Characterized by CAFA_China 2022

  • We designed relE gene (RelE toxin) as the target gene of 3WJ-Bro and constructed the genetic circuit that contains sulAp (sulA promoter), Amp30E, relE gene, mScarlet-I (mSarlet-I) and 3WJ-Bro, and transferred it into DH10B competent cells (The control group did not contain the Amp30E Amplification Device). The diagram is shown bellow:
Gene circuit: pSB1C3-sulAp-Amp30E-relE-mScarlet-I-3WJ-Bro

  • After bacterial culture and UV induction, fluorescent aptamers were added to ligated with 3WJ-Bro, and we measured the OD600 and fluorescence values under 485/510nm. Then, the fluorescence per OD was calculated.
  • The curve of experimental group was significantly higher than that of control group and the amount of relE RNA synthesis gradually increased with incubation time. According to the results, the 3WJ-Bro can be used to examine the relE RNA synthesis at transcriptional level.
Figure: 3WJ-Bro was ligated with fluorescent aptamers in order to examine the level of relE RNA synthesis (485/510nm).
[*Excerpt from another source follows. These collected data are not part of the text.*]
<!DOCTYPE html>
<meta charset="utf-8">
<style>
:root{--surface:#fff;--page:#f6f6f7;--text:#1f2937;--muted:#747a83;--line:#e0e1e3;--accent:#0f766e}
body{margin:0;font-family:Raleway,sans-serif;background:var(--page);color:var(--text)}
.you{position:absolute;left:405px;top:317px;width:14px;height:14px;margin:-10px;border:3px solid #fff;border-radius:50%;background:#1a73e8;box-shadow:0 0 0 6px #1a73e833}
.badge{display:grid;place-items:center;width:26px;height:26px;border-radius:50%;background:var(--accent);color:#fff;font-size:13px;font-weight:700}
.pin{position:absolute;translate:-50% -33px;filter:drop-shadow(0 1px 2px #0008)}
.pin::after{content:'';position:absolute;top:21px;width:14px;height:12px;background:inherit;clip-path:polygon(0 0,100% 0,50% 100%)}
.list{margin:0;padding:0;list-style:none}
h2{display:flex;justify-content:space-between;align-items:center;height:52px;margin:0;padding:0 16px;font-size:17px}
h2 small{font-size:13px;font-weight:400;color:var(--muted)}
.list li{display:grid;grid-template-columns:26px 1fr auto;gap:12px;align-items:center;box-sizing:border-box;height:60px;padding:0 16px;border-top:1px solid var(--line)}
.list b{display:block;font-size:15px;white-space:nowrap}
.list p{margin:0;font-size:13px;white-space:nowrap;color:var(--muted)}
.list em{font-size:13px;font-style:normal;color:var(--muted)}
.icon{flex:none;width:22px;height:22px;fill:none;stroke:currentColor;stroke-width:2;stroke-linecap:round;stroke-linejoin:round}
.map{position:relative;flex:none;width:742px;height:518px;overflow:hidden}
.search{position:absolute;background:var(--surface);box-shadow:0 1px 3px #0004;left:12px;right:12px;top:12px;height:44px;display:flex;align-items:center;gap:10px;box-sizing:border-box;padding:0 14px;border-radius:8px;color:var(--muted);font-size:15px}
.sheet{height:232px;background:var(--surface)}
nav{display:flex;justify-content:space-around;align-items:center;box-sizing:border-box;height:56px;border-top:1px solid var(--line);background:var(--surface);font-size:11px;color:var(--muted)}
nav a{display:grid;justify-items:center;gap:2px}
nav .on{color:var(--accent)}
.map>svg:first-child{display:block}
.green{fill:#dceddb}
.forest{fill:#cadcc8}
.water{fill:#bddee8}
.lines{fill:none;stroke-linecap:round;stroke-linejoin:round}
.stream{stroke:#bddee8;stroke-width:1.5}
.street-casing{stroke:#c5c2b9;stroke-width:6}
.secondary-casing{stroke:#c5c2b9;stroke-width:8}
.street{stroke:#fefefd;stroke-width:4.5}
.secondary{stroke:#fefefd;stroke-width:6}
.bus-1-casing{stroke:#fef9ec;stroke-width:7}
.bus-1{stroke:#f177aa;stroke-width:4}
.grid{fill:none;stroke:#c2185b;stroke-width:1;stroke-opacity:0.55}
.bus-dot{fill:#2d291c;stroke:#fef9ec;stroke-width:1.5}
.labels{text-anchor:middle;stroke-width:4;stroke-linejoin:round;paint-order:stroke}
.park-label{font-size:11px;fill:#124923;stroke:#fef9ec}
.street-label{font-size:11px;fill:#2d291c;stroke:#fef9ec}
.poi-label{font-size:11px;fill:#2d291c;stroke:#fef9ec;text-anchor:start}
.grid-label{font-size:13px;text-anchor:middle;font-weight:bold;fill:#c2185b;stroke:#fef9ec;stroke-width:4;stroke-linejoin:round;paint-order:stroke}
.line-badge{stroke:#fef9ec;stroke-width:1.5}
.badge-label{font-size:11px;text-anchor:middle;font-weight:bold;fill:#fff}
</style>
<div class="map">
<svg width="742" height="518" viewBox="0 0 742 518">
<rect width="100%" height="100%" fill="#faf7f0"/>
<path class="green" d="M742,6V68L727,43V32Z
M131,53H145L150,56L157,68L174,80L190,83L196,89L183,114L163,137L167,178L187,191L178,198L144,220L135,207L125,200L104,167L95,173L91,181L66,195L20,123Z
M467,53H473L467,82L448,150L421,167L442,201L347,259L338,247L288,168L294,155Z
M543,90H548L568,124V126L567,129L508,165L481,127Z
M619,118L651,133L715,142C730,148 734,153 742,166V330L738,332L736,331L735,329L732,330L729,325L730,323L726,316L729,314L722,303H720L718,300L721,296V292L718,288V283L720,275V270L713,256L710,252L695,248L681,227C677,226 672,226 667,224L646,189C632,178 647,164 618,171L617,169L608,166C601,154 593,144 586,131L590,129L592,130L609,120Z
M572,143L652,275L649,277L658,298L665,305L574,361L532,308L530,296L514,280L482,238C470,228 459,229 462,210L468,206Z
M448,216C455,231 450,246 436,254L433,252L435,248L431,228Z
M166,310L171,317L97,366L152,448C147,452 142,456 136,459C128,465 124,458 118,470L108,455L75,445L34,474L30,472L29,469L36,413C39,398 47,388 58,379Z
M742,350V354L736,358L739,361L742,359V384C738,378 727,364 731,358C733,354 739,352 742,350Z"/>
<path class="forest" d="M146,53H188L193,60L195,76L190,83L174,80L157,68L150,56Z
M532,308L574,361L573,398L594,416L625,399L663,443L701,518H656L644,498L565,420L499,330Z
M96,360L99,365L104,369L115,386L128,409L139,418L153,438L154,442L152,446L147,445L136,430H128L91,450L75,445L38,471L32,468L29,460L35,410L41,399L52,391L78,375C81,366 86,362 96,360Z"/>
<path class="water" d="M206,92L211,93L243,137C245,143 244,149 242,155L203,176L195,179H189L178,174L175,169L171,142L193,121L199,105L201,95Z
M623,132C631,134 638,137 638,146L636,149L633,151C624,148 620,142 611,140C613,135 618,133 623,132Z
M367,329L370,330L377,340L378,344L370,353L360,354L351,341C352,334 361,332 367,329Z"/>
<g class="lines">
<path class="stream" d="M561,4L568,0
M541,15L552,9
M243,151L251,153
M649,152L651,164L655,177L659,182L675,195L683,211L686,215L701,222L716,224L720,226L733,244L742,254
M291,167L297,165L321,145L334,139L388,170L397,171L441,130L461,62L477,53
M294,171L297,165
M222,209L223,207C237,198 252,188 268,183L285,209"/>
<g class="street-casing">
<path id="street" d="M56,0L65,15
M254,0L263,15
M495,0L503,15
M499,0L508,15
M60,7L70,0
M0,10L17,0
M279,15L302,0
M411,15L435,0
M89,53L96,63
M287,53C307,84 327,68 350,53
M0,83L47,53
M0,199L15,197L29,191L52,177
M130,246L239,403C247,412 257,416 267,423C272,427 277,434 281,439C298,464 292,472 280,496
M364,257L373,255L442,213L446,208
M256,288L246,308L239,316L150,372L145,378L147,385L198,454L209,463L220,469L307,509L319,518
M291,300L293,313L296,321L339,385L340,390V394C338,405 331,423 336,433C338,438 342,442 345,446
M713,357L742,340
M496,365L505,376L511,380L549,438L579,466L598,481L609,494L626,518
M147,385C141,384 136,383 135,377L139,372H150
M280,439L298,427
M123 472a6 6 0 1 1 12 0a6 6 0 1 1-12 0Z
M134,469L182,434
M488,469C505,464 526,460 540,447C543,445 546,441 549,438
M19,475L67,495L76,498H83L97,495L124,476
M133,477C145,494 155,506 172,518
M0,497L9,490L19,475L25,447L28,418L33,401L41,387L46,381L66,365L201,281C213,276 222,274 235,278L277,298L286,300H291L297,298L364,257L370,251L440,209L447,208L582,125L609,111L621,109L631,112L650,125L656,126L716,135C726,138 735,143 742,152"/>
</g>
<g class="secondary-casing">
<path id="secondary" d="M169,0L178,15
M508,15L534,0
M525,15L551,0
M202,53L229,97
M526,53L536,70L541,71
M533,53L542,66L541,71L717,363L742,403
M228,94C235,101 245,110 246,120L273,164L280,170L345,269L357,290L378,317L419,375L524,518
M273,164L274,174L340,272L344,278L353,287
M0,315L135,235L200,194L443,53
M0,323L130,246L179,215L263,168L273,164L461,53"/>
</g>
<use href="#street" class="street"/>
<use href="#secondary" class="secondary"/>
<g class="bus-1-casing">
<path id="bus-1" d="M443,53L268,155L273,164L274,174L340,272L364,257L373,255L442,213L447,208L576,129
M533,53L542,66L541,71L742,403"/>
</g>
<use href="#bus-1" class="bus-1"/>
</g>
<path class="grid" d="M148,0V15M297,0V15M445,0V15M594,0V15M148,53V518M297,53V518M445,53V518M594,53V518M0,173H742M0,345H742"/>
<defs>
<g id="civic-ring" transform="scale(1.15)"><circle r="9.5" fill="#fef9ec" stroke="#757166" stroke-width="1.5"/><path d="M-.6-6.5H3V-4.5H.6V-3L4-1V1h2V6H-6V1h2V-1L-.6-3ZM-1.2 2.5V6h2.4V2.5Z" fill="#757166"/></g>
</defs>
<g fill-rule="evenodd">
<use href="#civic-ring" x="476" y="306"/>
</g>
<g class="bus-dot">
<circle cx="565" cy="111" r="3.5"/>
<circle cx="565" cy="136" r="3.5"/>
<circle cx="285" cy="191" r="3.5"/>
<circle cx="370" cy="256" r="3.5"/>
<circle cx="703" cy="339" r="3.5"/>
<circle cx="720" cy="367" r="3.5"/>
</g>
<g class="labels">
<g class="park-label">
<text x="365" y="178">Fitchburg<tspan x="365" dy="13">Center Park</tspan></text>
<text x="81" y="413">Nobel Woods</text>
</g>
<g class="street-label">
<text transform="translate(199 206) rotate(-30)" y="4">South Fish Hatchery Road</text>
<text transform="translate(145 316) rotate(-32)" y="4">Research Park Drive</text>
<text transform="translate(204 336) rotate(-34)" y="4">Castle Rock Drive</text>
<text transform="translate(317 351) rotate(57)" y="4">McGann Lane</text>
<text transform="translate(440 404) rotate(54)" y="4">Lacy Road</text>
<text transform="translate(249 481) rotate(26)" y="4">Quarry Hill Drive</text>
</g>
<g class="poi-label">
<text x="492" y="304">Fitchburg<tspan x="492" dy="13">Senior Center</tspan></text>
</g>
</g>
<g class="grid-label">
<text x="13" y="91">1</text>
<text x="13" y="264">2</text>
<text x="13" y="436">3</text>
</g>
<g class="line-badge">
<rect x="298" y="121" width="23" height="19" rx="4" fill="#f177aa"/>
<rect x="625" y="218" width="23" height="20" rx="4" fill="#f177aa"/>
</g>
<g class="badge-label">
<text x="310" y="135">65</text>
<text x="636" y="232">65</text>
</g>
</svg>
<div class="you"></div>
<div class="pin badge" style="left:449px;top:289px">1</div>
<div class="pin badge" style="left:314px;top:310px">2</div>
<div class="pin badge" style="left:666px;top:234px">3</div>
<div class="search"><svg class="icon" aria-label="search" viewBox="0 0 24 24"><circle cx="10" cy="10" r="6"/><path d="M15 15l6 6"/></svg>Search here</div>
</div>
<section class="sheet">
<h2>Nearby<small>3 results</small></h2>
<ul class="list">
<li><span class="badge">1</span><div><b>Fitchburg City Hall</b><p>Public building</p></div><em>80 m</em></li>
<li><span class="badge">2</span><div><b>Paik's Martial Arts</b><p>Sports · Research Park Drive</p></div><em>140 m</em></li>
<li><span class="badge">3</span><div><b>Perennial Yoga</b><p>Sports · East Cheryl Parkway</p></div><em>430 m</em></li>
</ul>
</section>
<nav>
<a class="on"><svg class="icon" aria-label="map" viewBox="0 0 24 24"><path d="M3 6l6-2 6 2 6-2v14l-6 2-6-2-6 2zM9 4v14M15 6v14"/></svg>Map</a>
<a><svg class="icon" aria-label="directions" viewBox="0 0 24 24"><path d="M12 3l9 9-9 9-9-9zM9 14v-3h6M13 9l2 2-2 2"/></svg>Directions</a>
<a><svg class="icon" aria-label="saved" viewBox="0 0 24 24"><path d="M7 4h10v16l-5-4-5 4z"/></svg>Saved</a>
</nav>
Competent host cell: DH10B. Green fluorescence spectrum: 485/510nm. 0-8h: data collection time after UVC induction.

Sequence and Features


Assembly Compatibility:
  • 10
    COMPATIBLE WITH RFC[10]
  • 12
    COMPATIBLE WITH RFC[12]
  • 21
    COMPATIBLE WITH RFC[21]
  • 23
    COMPATIBLE WITH RFC[23]
  • 25
    COMPATIBLE WITH RFC[25]
  • 1000
    COMPATIBLE WITH RFC[1000]


Reference
[1] Bai, Jiuyuan, et al. "A protein-independent fluorescent RNA aptamer reporter system for plant genetic engineering." Nature communications 11.1 (2020): 1-14.